Just Out: netsim-tools Release 1.1

New Year break was probably my busiest time (programming-wise) in years. Jeroen van Bemmel continued generating great ideas (and writing code and device configuration templates), and I found myself saying, “why not, let’s do the right thing!” more often than I expected.
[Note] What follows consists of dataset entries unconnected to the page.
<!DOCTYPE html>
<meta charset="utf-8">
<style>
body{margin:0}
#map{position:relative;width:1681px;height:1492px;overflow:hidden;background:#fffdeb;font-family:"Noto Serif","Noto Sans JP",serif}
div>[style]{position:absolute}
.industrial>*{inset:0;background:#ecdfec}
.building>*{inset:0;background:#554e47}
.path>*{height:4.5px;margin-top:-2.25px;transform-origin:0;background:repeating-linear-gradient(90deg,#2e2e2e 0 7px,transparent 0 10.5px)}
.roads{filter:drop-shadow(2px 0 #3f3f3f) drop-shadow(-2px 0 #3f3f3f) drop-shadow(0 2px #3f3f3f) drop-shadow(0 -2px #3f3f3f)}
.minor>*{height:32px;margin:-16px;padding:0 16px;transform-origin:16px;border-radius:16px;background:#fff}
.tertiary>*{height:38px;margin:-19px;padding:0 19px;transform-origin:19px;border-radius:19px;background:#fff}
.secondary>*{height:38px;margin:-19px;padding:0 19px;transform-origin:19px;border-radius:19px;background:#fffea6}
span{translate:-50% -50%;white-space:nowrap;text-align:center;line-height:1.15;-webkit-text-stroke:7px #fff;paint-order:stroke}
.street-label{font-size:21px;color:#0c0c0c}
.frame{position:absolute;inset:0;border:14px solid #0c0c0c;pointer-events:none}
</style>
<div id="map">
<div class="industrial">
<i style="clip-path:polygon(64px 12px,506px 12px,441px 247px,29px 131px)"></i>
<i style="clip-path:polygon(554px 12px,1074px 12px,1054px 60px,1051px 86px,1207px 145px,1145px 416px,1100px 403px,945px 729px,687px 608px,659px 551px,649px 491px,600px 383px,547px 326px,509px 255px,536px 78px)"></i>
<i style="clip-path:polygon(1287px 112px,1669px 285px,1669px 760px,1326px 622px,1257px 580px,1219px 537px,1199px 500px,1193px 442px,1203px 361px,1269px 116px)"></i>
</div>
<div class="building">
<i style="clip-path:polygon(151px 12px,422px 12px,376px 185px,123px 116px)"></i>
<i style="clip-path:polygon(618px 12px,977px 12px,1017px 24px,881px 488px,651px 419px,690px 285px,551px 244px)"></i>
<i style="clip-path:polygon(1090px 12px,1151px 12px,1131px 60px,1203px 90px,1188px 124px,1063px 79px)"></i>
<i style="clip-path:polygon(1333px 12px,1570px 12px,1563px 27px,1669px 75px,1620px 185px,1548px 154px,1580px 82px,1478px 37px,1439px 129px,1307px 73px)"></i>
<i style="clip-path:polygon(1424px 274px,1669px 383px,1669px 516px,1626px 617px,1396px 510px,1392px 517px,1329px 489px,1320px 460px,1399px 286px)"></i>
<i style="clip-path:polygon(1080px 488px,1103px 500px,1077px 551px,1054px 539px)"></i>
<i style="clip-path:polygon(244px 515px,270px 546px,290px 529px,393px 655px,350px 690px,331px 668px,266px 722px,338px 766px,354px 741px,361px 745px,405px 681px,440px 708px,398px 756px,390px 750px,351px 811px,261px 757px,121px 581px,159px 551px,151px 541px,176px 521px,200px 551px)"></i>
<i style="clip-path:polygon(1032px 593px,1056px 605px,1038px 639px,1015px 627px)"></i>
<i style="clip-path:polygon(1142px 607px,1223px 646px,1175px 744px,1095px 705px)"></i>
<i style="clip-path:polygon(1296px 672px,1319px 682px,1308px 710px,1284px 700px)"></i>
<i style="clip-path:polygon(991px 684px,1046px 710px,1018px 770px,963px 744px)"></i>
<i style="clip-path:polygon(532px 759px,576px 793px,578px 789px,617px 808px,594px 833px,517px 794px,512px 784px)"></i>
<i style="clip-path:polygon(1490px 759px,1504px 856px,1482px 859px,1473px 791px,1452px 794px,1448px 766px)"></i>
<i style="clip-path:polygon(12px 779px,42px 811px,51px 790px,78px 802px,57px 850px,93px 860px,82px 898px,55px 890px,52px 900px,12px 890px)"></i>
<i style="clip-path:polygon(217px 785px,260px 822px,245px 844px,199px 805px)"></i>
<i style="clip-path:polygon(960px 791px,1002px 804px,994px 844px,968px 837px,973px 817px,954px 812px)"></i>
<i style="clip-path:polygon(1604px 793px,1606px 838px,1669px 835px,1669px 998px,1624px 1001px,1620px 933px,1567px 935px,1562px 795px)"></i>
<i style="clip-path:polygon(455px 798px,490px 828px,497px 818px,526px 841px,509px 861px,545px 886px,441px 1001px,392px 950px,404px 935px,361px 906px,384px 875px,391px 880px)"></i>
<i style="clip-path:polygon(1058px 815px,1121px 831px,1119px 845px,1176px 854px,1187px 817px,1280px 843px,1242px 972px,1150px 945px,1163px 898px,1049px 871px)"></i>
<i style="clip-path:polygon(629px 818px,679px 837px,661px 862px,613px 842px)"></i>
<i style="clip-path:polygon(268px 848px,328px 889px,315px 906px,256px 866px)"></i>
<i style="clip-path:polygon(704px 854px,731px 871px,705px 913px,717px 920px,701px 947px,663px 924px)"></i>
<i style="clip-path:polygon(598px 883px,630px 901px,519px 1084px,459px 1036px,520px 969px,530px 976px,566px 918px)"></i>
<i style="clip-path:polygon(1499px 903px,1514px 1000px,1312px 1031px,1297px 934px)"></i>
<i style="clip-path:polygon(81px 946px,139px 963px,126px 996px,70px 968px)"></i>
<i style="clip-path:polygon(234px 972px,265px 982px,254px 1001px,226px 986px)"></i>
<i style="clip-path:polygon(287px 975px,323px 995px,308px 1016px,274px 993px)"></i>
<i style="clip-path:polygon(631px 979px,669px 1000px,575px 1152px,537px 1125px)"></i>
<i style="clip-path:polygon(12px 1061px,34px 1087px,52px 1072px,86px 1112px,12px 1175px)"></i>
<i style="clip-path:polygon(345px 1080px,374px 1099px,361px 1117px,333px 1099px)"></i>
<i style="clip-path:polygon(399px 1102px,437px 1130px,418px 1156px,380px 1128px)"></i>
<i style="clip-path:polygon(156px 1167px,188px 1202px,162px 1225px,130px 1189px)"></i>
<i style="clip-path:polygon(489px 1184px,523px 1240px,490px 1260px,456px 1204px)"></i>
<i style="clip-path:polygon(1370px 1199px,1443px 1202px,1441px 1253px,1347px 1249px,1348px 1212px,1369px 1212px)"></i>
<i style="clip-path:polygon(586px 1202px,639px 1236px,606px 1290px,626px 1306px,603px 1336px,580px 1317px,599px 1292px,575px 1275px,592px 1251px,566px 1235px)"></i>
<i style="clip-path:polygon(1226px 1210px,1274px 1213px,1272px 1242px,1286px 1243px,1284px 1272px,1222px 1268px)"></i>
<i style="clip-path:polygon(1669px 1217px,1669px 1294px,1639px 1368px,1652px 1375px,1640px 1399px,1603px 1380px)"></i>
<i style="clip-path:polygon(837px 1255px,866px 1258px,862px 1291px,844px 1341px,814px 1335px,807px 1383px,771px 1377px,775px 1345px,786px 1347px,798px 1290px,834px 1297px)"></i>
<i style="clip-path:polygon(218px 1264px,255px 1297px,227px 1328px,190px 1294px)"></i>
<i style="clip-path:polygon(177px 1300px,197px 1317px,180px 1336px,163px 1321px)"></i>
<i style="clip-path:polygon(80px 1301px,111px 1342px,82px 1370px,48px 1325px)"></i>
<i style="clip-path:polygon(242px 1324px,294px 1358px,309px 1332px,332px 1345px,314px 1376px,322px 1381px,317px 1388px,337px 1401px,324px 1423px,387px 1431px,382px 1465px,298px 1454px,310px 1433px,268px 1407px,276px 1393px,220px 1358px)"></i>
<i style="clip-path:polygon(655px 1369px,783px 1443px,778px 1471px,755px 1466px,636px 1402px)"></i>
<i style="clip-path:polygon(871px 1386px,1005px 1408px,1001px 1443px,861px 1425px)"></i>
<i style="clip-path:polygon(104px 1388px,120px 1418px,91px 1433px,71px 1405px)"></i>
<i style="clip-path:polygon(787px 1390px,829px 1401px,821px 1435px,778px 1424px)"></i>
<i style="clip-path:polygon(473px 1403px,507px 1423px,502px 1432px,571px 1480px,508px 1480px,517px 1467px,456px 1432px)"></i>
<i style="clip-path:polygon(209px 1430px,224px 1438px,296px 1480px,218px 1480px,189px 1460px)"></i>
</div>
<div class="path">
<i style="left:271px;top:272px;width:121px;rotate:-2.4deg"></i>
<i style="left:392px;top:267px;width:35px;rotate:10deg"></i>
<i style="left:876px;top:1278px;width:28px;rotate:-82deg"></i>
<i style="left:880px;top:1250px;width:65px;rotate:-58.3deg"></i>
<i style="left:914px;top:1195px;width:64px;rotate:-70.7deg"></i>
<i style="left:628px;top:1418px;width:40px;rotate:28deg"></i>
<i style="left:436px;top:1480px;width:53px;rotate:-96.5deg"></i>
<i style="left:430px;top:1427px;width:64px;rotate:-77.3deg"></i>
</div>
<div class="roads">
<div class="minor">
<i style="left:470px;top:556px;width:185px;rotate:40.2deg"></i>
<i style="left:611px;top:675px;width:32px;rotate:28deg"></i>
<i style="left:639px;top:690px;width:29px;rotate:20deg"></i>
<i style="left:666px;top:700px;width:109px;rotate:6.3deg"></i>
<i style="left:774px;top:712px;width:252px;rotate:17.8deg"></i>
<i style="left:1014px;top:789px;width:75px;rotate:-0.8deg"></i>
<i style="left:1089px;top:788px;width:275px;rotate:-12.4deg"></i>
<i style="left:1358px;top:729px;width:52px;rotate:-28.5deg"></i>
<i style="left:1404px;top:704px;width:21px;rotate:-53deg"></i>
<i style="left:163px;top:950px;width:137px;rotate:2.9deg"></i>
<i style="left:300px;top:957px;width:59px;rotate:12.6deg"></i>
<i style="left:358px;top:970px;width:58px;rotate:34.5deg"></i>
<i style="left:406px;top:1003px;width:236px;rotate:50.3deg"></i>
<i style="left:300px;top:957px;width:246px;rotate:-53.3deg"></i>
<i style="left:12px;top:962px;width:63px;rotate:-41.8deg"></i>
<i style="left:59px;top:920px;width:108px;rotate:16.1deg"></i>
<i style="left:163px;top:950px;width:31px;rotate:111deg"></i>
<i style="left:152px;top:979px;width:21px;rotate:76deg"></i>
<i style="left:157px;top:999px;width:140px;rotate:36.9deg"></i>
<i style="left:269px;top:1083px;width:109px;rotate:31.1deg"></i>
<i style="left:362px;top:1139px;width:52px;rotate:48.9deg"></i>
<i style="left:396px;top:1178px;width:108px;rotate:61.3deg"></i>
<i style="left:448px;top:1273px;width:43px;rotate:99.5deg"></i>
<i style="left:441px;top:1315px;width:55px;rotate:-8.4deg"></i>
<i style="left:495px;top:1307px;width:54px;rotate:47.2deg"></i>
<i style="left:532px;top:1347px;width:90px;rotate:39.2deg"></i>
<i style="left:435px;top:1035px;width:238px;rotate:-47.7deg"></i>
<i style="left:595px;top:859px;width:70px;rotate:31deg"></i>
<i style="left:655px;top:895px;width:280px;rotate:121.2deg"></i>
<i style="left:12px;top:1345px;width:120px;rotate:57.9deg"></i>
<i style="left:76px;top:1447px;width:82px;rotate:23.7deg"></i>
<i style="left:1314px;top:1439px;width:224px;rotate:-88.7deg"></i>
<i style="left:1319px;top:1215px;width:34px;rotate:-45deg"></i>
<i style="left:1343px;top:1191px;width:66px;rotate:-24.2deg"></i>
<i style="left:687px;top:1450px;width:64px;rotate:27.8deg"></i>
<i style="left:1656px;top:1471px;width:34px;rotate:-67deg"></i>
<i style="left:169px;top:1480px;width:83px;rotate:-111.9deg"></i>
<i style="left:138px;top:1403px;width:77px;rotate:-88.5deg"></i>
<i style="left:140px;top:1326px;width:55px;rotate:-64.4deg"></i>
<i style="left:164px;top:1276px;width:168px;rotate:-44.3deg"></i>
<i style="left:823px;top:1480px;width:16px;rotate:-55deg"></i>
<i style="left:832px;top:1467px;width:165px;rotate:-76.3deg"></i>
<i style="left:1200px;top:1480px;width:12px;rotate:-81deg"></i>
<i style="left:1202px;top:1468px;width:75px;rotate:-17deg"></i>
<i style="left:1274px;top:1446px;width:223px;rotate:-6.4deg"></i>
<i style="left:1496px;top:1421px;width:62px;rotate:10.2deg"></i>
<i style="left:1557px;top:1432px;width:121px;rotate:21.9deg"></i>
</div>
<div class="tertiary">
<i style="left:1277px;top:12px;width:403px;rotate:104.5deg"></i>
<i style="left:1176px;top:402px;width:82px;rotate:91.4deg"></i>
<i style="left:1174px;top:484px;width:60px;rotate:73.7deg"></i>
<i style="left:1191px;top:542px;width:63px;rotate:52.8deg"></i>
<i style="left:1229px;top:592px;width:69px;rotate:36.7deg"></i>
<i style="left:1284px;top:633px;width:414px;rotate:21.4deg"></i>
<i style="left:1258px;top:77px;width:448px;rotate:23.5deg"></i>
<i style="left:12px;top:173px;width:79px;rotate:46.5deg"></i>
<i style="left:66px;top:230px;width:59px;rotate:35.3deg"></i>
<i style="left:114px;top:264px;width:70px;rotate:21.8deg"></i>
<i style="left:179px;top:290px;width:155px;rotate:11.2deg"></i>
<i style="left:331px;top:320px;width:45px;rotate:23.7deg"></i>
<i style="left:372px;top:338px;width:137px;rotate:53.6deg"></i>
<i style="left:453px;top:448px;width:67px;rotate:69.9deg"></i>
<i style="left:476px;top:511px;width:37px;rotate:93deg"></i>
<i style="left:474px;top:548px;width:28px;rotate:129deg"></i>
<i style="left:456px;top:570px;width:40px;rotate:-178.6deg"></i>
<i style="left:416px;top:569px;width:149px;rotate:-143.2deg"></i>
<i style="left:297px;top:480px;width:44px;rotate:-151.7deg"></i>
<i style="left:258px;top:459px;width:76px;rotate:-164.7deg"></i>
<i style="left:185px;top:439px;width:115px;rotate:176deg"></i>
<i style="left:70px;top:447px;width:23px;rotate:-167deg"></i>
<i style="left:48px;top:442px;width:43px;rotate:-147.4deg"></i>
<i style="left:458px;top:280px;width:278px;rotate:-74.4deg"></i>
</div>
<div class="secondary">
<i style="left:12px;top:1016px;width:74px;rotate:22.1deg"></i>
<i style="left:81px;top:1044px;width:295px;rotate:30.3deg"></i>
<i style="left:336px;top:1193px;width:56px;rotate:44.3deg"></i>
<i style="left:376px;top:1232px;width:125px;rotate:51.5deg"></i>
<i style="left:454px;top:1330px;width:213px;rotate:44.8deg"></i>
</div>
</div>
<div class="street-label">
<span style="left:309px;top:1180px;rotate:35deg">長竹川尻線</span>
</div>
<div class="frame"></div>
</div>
In parallel, Stefano Sasso fixed configuration templates for Junos, Mikrotik Router OS, and VyOS, and we were good to go.

To give you an idea of how fast we were moving: issue #84 was created on December 22nd, Sunday’s pull request that pushed release 1.1 into the master branch was #135 (GitHub numbers everything you do sequentially).
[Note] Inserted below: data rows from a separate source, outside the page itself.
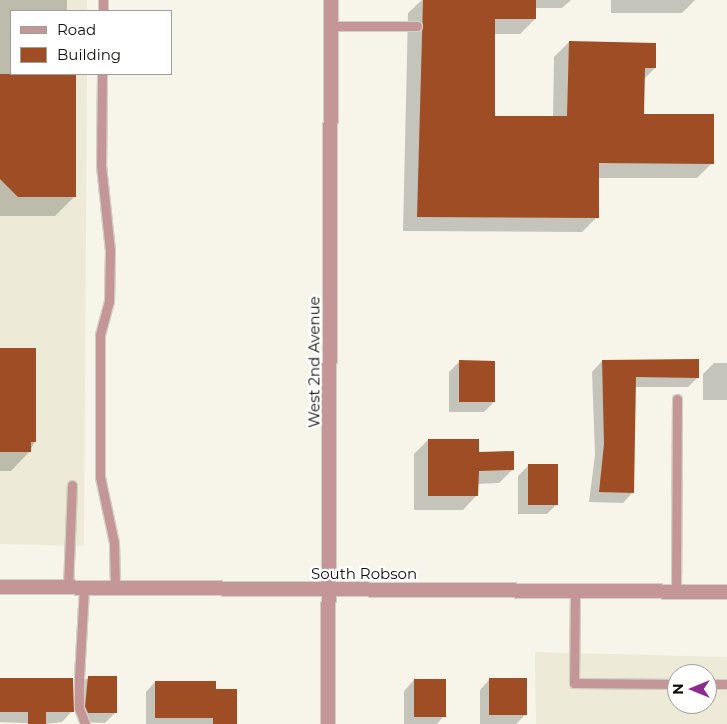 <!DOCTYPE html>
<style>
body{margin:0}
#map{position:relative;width:727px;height:724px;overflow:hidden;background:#f7f5ea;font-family:Montserrat,sans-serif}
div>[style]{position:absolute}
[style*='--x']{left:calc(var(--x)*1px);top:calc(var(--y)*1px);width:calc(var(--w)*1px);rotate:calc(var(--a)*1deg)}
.built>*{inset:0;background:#edead8}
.shadow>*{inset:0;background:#0003}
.building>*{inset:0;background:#9f4d24}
.roads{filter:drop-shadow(1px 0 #d2d0c6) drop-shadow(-1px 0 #d2d0c6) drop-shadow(0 1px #d2d0c6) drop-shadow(0 -1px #d2d0c6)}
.service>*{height:9px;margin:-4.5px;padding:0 4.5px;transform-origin:4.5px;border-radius:4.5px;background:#c49698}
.minor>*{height:14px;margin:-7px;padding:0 7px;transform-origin:7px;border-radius:7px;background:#c49698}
span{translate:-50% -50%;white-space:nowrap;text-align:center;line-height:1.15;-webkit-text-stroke:4.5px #fff;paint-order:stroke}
.street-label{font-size:15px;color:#0e0d09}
.legend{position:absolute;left:10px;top:10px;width:162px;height:65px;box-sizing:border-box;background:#fff;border:1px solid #9f9e9d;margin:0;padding:6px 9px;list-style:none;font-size:15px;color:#0e0d09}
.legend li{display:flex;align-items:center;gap:10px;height:25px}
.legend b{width:25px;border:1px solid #9f9e9d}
.north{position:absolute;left:667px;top:664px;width:50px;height:50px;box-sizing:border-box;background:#fff;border:1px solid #9f9e9d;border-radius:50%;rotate:270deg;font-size:14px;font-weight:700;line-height:20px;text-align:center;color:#0e0d09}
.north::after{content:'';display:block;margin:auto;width:18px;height:22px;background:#8d2a91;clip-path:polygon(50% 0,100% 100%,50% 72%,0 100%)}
</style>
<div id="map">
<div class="built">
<div style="clip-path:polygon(0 0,87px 0,87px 11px,11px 11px,11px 74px,87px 74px,84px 546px,0 544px)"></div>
<div style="clip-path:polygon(evenodd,535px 652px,727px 657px,727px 724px,536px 724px,535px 652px,677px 674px,707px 674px,707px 704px,677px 704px,677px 674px)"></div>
</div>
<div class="shadow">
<div style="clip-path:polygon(0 0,67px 0,67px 11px,11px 11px,11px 74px,75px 74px,75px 196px,55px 216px,0 216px)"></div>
<div style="clip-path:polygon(422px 0,571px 0,562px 8px,535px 8px,535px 19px,520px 34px,493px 34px,493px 117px,553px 117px,554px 57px,569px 42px,655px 68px,644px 79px,643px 115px,712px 163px,697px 178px,597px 178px,597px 217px,582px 232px,403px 231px,408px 13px)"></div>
<div style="clip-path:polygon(611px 0,695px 0,682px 13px,611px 13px)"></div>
<div style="clip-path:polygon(0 349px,35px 441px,30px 451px,11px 471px,0 471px)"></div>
<div style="clip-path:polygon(602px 361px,698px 377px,688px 387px,635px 387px,633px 492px,623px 503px,589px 502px,595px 455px,592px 372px)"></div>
<div style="clip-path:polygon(459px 362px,494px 402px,484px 412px,449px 412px,449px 372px)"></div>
<div style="clip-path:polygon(714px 363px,727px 363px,727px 400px,703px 400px,703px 374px)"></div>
<div style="clip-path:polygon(428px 440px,478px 454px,513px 469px,499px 483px,477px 484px,477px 495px,463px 510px,414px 510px,414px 454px)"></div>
<div style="clip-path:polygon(528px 466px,557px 504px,547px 514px,518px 514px,518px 476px)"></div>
<div style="clip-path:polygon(115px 677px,115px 713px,105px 723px,78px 722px,76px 689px,86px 679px)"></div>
<div style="clip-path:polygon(0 679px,72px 711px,62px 722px,45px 724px,0 722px)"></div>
<div style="clip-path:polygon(490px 679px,526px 714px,516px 724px,480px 724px,480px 690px)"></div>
<div style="clip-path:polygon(414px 680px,444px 716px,437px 724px,404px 724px,404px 691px)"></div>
<div style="clip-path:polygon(155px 682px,215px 690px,236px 724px,146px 724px,146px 692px)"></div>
</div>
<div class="building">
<div style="clip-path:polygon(423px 0,536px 0,536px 19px,495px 19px,495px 116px,567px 116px,569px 41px,656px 43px,656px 68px,645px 68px,644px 114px,714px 114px,714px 164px,599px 163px,599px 218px,417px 217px)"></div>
<div style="clip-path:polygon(0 74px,76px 74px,76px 197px,18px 197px,0 179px)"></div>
<div style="clip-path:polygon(0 348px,36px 348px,36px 442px,31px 442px,31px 452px,0 452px)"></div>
<div style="clip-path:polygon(699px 359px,699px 378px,636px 377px,634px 493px,599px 492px,604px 444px,602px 360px)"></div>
<div style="clip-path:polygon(459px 360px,495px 361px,495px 402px,459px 402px)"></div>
<div style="clip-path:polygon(428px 439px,479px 439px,479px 452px,514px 451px,514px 470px,479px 471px,478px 496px,428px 496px)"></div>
<div style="clip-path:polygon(528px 464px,558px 464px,558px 505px,528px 505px)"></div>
<div style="clip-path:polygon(88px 676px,117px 676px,117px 713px,88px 713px,85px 707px)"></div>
<div style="clip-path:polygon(0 678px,73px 678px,74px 712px,46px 712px,46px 724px,28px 724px,28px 712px,0 712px)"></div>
<div style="clip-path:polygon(489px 678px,527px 678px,527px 715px,489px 715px)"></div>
<div style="clip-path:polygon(414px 679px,446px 679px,446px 717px,414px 717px)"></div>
<div style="clip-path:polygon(155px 681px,216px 681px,216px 689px,237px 689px,237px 724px,213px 724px,213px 718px,155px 718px)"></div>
</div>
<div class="roads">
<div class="service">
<div style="--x:103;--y:11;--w:11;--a:-90"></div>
<div style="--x:331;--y:26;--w:86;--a:0"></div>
<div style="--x:102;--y:74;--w:91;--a:90.6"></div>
<div style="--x:101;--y:165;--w:85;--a:84"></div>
<div style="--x:110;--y:250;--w:51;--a:91.1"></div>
<div style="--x:109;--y:301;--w:35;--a:105"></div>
<div style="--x:100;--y:335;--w:142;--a:90"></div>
<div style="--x:100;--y:477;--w:67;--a:78"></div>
<div style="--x:114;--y:543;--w:45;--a:88.7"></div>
<div style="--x:68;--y:588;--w:103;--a:-87.8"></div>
<div style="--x:84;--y:588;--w:90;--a:93.2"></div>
<div style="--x:79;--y:678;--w:30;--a:90"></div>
<div style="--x:79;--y:708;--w:17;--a:69"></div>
<div style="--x:575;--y:591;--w:92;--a:90.6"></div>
<div style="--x:574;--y:683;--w:103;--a:0.6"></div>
<div style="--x:676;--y:592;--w:193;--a:-89.7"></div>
<div style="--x:707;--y:684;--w:20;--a:0"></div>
</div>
<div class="minor">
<div style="--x:0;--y:587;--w:727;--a:0.39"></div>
<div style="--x:328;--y:724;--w:724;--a:-89.76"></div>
</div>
</div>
<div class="street-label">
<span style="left:314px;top:362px;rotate:-90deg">West 2nd Avenue</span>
<span style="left:364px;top:574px">South Robson</span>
</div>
<ul class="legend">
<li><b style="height:6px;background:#c49698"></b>Road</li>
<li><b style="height:14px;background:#9f4d24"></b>Building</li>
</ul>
<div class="north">N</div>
</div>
Starting with release 1.3, we renamed netsim-tools to netlab.

In the meantime, we rewrote most of the topology transformation code, changed major data structures, simplified configuration templates, and added BFD support for Arista EOS, Cisco IOS, IOS XE, and Nexus OS, Junos, Nokia SR OS and SR Linux, Mikrotik RouterOS, and VyOS.

You’ll find more details in the release notes; if you’re not familiar with netsim-tools yet, you might want to start with the Installation Guide and Getting Started document.

1 comments:

  1. Hello Ivan,

    Thanks for your great "holydays" work!

    Sometimes we struggle to meet the RAM requirements with large topologies. When using several instances of the same images (VMs, Containers,...), memory page sharing is a great optimization.

    Take a look at:

    https://netdevops.me/2021/how-to-patch-ubuntu-20.04-focal-fossa-with-uksm/

    It has been a game changer for me! If you don't use it already, consider recommending UKSM for netsim-tools.

    Cheers,

    Pedro

    Replies
    1. Thanks for the pointer -- it looks like once you install UKSM it's mostly behind-the-scenes magic, so I don't think there's any interaction with netsim-tools (which is mostly an abstraction layer and orchestrator).

      I will add a link to the libvirt installation instructions, so whoever wants to go down that path can get it done.